Based on the positioned iris of the eye, the pixel size of the iris on the image can be calculated, and the iris diameter of different people is smaller, so that the iris can be represented by taking a statistical average value. The actual size (i.e., actual size) of the iris may include: the iris size of the subject or the average iris size acquired from the big data is acquired.

The real size and imaging size of the iris are combined with the internal parameters of the camera, namely the focal length and the size of a single pixel, so that the distance between the eyes and the camera can be calculated. Assuming that the imaging number of the iris diameter is P, the real diameter of the iris can be R mm, the focal length of the camera is F mm, the pixel size is S mm, the depth from the eyes to the camera is D, and according to the camera imaging model, the following relationship exists:

d/f=r/(p×s), the depth of the eye, i.e., Z coordinate Ez of the eye in the camera space is ez=d=f×r/(p×s)

And then according to the positions Ix and Iy of the eyes on the image and the central positions Cx and Cy of the image, the X coordinate Ex and the Y coordinate Ey of the eyes in the camera space can be calculated, and the X coordinate Ex and the Y coordinate Ey are respectively as follows:

Ex＝(Ix-Cx)*P*D/F

Ey＝(Iy-Cy)*P*D/F

based on the positions Ex, ey, ez of eyes in the camera space and the directions Vx, vy, vz of the sight lines, the intersection point of the sight lines and the plane of the screen, namely the gaze point of the eyes on the screen, can be calculated, and if the plane of the screen is z=sz, the X coordinate Sz and the Y coordinate Sy of the gaze point on the screen are respectively:

Sx＝(Sz-Ez)/Vz*Vx+Ex

Sy＝(Sz-Ez)/Vz*Vy+Ey

according to whether the gaze point is on the screen and the duration thereof, the function of lighting the screen can be realized, and according to whether the gaze point is on the corresponding element of the user interface or the specific position of the screen and the duration thereof, the function of man-machine interaction can be realized.
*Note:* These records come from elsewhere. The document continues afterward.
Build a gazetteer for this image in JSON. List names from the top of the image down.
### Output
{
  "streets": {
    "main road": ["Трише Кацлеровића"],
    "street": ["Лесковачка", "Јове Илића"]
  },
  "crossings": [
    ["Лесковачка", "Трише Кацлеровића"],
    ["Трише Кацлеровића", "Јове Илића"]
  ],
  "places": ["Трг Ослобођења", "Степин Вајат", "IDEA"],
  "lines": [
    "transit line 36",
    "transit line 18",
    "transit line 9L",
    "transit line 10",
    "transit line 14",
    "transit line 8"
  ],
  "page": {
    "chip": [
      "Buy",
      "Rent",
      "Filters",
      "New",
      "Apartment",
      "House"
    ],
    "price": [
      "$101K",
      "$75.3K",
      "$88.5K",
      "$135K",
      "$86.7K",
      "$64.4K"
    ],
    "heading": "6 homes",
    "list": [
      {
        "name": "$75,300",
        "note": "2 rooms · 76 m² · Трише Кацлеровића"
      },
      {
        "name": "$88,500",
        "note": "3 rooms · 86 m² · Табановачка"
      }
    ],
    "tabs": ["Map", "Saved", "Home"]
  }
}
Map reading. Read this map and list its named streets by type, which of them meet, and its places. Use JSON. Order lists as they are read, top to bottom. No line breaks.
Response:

According to the technical scheme provided by the embodiment of the disclosure, the implementation is realized through a pure software algorithm without depending on special equipment or a depth camera, and the implementation can be realized as long as the camera and the computing capacity are provided, so that the implementation can be deployed on the existing consumer electronic equipment, and the user experience of the existing equipment can be improved. The algorithm provided by the embodiment of the disclosure is very efficient to realize, can quickly realize eye depth estimation, has low requirement on computing power, and has relatively low realization cost.

As shown in fig. 5, an embodiment of the present disclosure provides an apparatus control device, including:

A first determining module 110, configured to determine a line of sight direction of an eye of a subject from an acquired image including an eye imaging region;

a second determining module 120, configured to determine three-dimensional coordinates of the eye in an image coordinate system according to a focal length used by the image acquisition module to generate the acquired image;

a third determining module 130, configured to determine, according to the line-of-sight direction and the three-dimensional coordinate, an intersection point position between the line-of-sight direction and a display plane where a display screen of the controlled device is located;

and the control module 140 is used for controlling the controlled equipment according to the intersection point position.
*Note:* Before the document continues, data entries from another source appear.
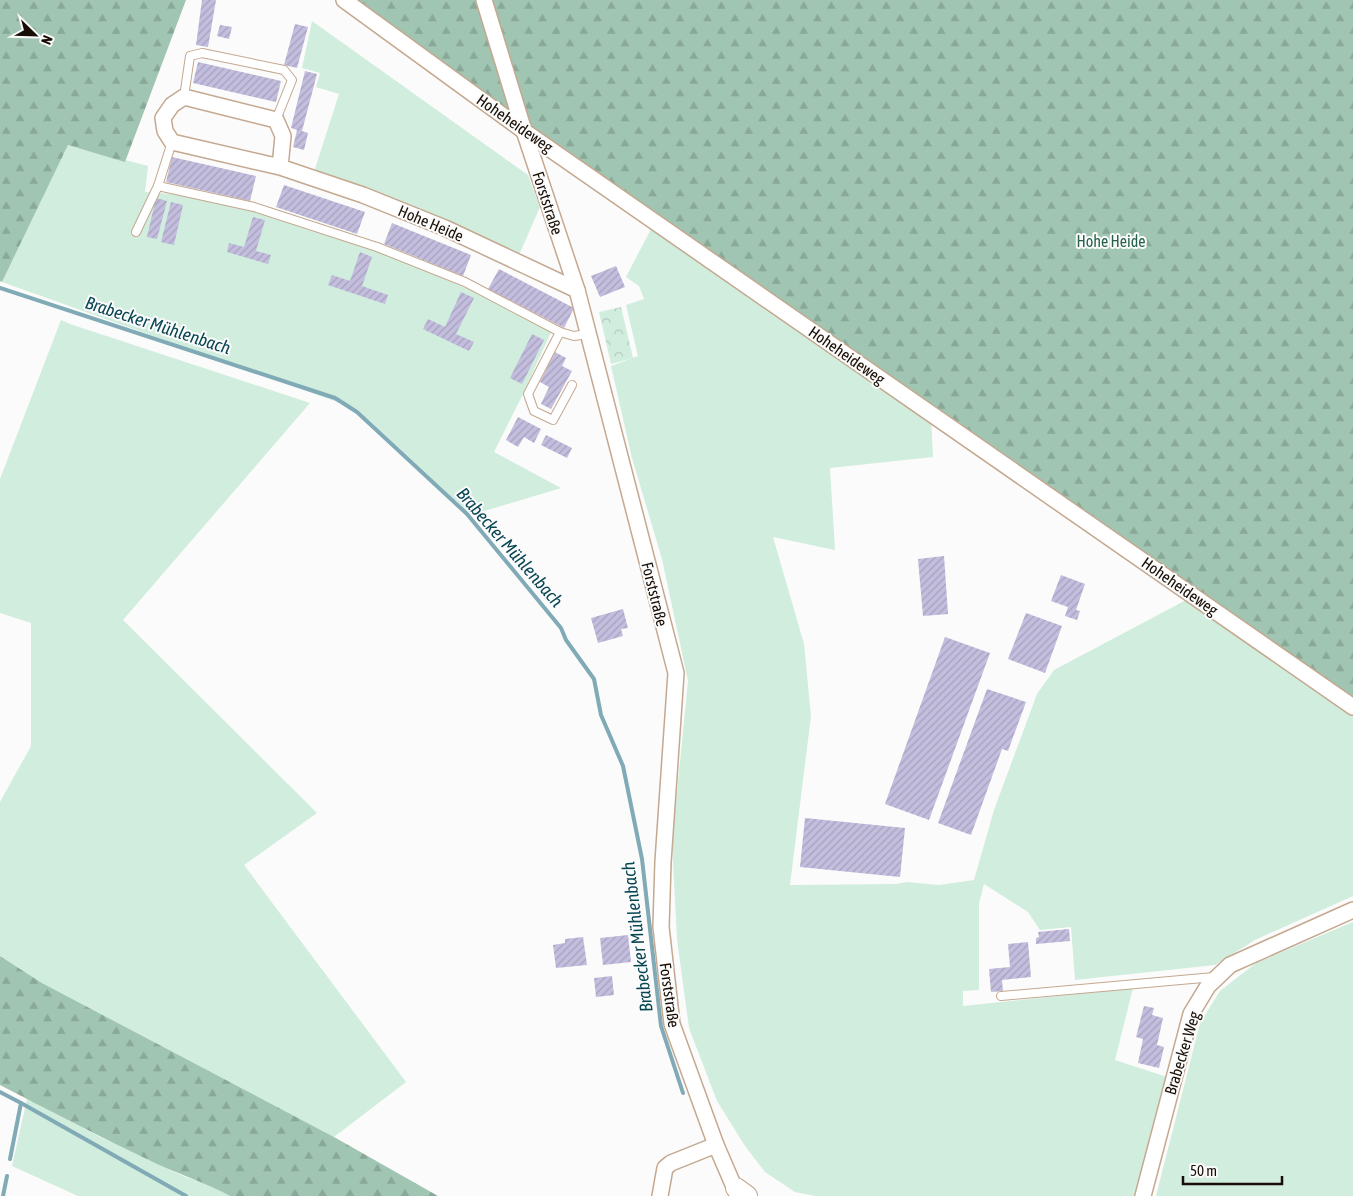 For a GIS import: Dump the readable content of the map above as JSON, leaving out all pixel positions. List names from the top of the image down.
{
  "streets": {
    "street": [
      "Hoheheideweg",
      "Forststraße",
      "Hohe Heide",
      "Brabecker Weg"
    ]
  },
  "crossings": [
    ["Hoheheideweg", "Forststraße"],
    ["Forststraße", "Hohe Heide"]
  ],
  "water": ["Brabecker Mühlenbach"],
  "parks": ["Hohe Heide"],
  "scale_bar": "50 m",
  "north": "bottom right"
}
In some embodiments, the first determination module 110, the second determination module 120, the third determination module 130, and the control module 140 may comprise program modules; the program modules may implement the functions of any of the modules described above when executed by a processor.

In some embodiments, the first determination module 110, the second determination module 120, the third determination module 130, and the control module 140 may include a soft-hard combination module; the soft and hard combined module comprises a programmable array; the programmable array includes, but is not limited to: complex programmable arrays and/or field programmable arrays.
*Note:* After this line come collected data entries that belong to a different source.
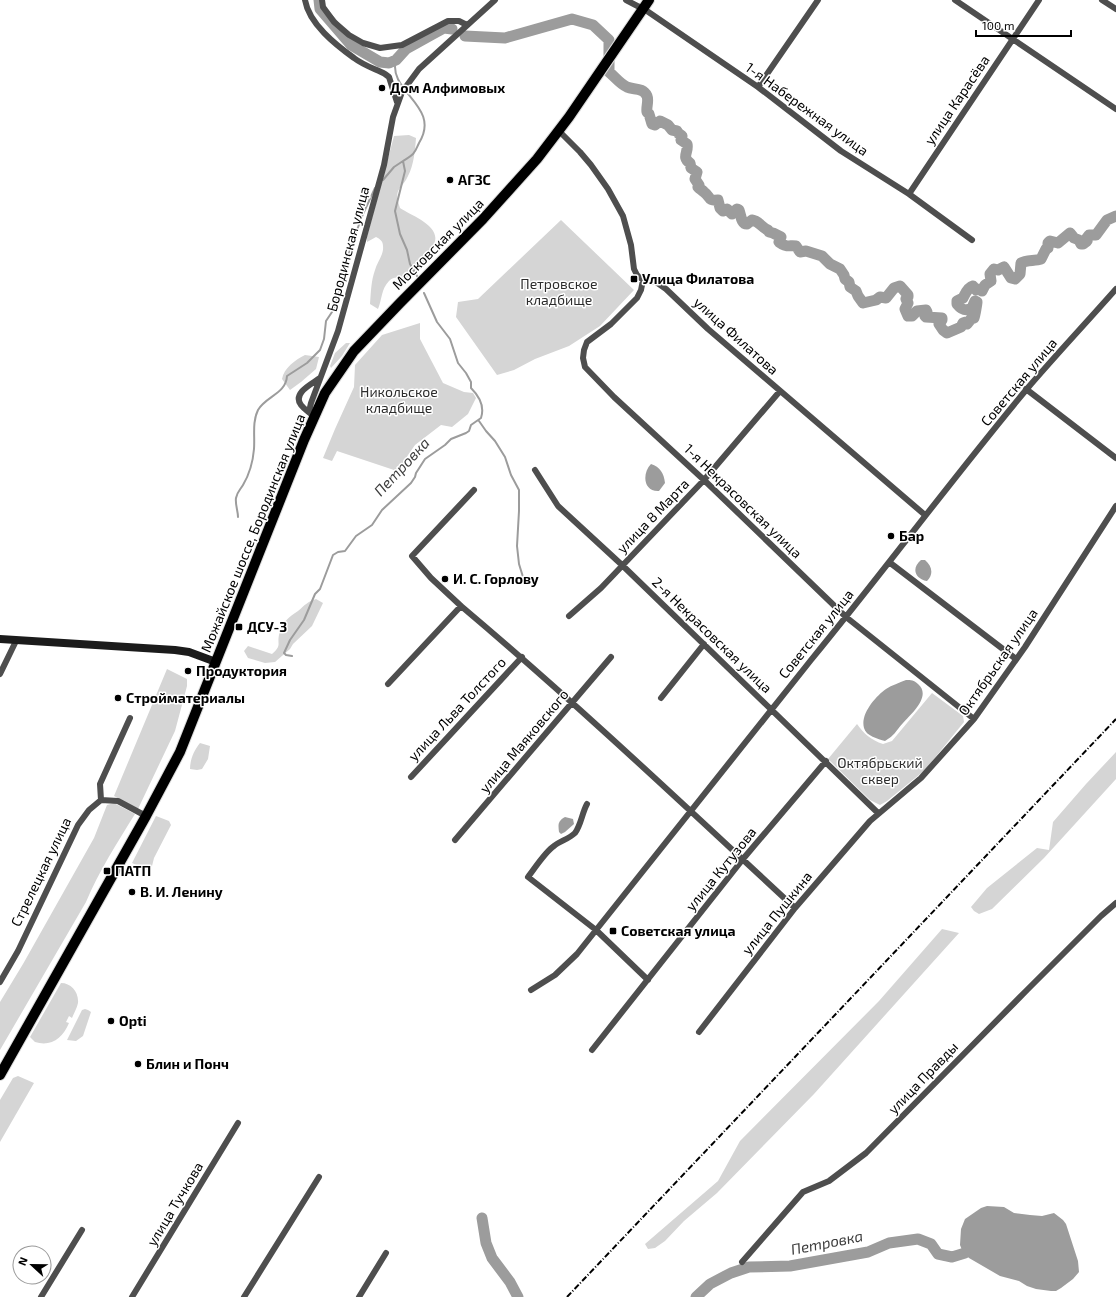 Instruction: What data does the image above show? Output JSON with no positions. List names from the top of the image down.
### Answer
{
  "streets": {
    "main road": ["Московская улица", "Можайское шоссе, Бородинская улица"],
    "street": [
      "улица Карасёва",
      "1-я Набережная улица",
      "Бородинская улица",
      "улица Филатова",
      "Советская улица",
      "1-я Некрасовская улица",
      "улица 8 Марта",
      "2-я Некрасовская улица",
      "Октябрьская улица",
      "улица Льва Толстого",
      "улица Маяковского",
      "улица Кутузова",
      "Стрелецкая улица",
      "улица Пушкина",
      "улица Правды",
      "улица Тучкова"
    ]
  },
  "crossings": [
    ["улица Карасёва", "1-я Набережная улица"],
    ["1-я Набережная улица", "Московская улица"],
    ["Московская улица", "Можайское шоссе, Бородинская улица"],
    ["Бородинская улица", "Можайское шоссе, Бородинская улица"],
    ["улица Филатова", "Советская улица"],
    ["улица Филатова", "1-я Некрасовская улица"],
    ["улица Филатова", "улица 8 Марта"],
    ["Советская улица", "1-я Некрасовская улица"],
    ["Советская улица", "2-я Некрасовская улица"],
    ["1-я Некрасовская улица", "улица 8 Марта"],
    ["1-я Некрасовская улица", "Октябрьская улица"],
    ["улица 8 Марта", "2-я Некрасовская улица"],
    ["2-я Некрасовская улица", "Октябрьская улица"],
    ["2-я Некрасовская улица", "улица Кутузова"],
    ["2-я Некрасовская улица", "улица Пушкина"],
    ["Октябрьская улица", "улица Пушкина"]
  ],
  "water": ["Петровка"],
  "parks": ["Петровское кладбище", "Никольское кладбище", "Октябрьский сквер"],
  "places": {
    "other": [
      "Дом Алфимовых",
      "АГЗС",
      "Бар",
      "И. С. Горлову",
      "Продуктория",
      "Стройматериалы",
      "В. И. Ленину",
      "Opti",
      "Блин и Понч"
    ],
    "transit": [
      "Улица Филатова",
      "ДСУ-3",
      "ПАТП",
      "Советская улица"
    ]
  },
  "scale_bar": "100 m",
  "north": "left"
}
In some embodiments, the first determination module 110, the second determination module 120, the third determination module 130, and the control module 140 may comprise pure hardware modules; the pure hardware modules include, but are not limited to, application specific integrated circuits.

In some embodiments, the second determining module 120 is specifically configured to determine a first coordinate value of the eye on a first coordinate axis of the image coordinate system according to an imaging diameter of the eye on the acquired image, an iris diameter of the acquired object, and the focal length; determining a second coordinate value of the eye on a second coordinate axis of the image coordinate system and a third coordinate value of the eye on a third coordinate system according to the coordinates of the eye center point of the eye on the acquired image and the coordinates of the center point of the acquired image; any two of the first coordinate axis, the second coordinate axis and the third coordinate axis are perpendicular to each other; the first coordinate value, the second coordinate value and the third coordinate value together form the three-dimensional coordinate.

In some embodiments, the second determining module 120 is specifically configured to determine a first product between the iris diameter and the focal length; determining a second product between the imaging diameter and the size of a single pixel on the image acquisition module; and determining the first coordinate value according to the quotient between the first product and the second product.

In some embodiments, the second determining module 120 is specifically configured to determine the second coordinate value according to a first value of the eye center point coordinate on a second coordinate axis and a second value of the center point of the acquired image on the second coordinate axis, the first coordinate value and a focal length; and determining the third coordinate value according to the third value of the eye center point coordinate in the third coordinate axis and the fourth value of the center point of the acquired image in the second coordinate axis, the first coordinate value and the focal length.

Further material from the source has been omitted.